Typically, an .ml file will have more than what is exported, types won't be abstract but will have a concrete implementation, and type signatures may be missing. How would it feels like to use list if only https://github.com/ocaml/ocaml/blob/trunk/stdlib/list.ml was available, instead of https://github.com/ocaml/ocaml/blob/trunk/stdlib/list.mli?
Haskell tells you what is exported from a module, but it only shows you the names. To see the signatures, you need to rely on generated doc.
Arguably, since OCaml has includes, it suffers from the same problem, your ".mli" may have tons of include and it becomes harder to see what's exported without an external tool
> It partially helps since it forces you to have types where they matters most: exported functions
But the problém the OP has is not knowing the types when reading the source (in the .ml file).

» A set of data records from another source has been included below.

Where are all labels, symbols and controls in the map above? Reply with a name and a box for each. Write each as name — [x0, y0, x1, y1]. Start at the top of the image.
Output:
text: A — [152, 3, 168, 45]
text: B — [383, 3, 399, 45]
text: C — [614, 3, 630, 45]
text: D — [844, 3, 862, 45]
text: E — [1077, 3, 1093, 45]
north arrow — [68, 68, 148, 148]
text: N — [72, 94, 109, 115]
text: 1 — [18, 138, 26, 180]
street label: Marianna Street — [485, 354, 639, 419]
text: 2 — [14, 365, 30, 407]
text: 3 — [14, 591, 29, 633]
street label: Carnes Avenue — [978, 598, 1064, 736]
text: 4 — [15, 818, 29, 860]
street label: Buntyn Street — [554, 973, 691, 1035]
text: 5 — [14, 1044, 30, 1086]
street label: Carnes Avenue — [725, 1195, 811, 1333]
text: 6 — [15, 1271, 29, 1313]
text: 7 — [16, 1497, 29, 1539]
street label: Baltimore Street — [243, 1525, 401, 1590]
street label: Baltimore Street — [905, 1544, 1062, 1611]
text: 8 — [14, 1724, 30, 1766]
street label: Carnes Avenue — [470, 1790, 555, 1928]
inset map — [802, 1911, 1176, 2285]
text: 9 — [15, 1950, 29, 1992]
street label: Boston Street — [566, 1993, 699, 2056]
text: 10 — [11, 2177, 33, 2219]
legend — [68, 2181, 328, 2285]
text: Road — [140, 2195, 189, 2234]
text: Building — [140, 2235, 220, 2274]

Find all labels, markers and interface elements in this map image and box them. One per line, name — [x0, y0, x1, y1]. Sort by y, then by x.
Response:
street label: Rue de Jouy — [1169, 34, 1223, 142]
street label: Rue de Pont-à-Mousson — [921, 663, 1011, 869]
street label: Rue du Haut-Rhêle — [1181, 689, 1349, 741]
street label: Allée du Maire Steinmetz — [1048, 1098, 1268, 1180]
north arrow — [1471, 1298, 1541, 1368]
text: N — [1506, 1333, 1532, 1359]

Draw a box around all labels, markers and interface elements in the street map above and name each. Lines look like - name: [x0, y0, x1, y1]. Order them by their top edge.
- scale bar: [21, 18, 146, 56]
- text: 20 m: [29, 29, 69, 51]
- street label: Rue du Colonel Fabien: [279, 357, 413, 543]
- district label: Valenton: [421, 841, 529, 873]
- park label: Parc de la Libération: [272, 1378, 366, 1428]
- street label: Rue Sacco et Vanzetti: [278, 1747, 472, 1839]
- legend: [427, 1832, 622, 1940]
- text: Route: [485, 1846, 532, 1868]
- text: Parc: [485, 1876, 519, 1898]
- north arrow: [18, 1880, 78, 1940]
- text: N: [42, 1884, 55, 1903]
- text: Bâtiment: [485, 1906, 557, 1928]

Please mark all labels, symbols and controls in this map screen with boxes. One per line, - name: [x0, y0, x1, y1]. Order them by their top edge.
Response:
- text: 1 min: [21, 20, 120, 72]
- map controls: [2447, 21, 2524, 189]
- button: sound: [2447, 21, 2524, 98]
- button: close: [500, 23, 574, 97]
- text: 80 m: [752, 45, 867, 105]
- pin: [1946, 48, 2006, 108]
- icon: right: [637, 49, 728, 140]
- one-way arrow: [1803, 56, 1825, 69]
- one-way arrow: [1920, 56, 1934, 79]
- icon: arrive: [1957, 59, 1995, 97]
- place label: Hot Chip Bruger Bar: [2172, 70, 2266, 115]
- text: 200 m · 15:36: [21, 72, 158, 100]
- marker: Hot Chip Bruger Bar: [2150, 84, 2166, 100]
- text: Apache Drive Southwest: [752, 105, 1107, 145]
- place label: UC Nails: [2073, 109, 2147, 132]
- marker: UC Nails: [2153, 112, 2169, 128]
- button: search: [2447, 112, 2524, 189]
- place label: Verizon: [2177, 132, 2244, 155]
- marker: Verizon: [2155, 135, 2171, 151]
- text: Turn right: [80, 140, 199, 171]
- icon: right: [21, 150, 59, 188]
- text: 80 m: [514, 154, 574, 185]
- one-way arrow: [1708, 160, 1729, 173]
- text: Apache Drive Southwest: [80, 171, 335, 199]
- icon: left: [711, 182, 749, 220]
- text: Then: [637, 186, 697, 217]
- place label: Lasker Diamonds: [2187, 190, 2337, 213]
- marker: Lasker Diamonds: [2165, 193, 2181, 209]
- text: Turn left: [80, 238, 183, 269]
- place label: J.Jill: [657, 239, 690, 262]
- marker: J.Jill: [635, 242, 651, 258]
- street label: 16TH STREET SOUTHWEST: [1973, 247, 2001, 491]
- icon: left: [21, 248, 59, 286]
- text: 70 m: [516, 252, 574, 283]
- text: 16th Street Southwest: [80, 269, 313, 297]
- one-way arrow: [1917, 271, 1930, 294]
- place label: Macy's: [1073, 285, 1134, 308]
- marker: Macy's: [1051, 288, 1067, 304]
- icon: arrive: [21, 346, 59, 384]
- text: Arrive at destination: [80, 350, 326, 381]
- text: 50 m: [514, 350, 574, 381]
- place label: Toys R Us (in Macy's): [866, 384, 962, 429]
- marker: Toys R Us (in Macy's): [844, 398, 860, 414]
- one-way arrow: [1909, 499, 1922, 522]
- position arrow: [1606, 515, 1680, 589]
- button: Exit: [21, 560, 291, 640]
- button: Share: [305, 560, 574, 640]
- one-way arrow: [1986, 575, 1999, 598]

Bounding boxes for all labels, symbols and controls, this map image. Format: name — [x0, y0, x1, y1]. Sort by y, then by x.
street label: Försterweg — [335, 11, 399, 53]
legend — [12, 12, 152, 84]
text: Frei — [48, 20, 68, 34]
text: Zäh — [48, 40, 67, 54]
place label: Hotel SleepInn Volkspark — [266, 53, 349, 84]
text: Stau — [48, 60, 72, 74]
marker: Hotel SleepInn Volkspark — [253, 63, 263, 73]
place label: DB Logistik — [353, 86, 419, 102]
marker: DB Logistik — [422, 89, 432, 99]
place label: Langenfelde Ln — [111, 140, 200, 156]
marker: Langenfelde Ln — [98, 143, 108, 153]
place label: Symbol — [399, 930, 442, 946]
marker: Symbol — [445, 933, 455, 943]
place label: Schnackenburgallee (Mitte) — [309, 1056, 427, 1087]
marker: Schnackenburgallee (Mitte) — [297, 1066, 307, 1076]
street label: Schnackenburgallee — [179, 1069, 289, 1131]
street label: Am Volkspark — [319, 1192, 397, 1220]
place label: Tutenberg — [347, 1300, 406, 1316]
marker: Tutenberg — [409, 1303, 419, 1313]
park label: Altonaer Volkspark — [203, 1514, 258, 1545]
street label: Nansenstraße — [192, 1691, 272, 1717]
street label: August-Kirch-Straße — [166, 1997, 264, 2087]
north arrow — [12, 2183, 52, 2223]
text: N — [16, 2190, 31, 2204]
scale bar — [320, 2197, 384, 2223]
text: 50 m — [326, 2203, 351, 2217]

> How would it feels like to use list if only https://github.com/ocaml/ocaml/blob/trunk/stdlib/list.ml was available,
If the signature where in the source file (which you can do in OCaml too), there would be no problem - which is what all the other (for some definition of "other") languages except C and C++ (even Fortran) do.
No, really, I can't see a single advantage of separate .mli files at all. The real problém is that the documentation is often worse too, as the .mli is autogenerated and documented afterwards - and now changes made later in the sources need to be documented in the mli too, so anything that doesn't change the type often gets lost. The same happens in C and C++ with header files.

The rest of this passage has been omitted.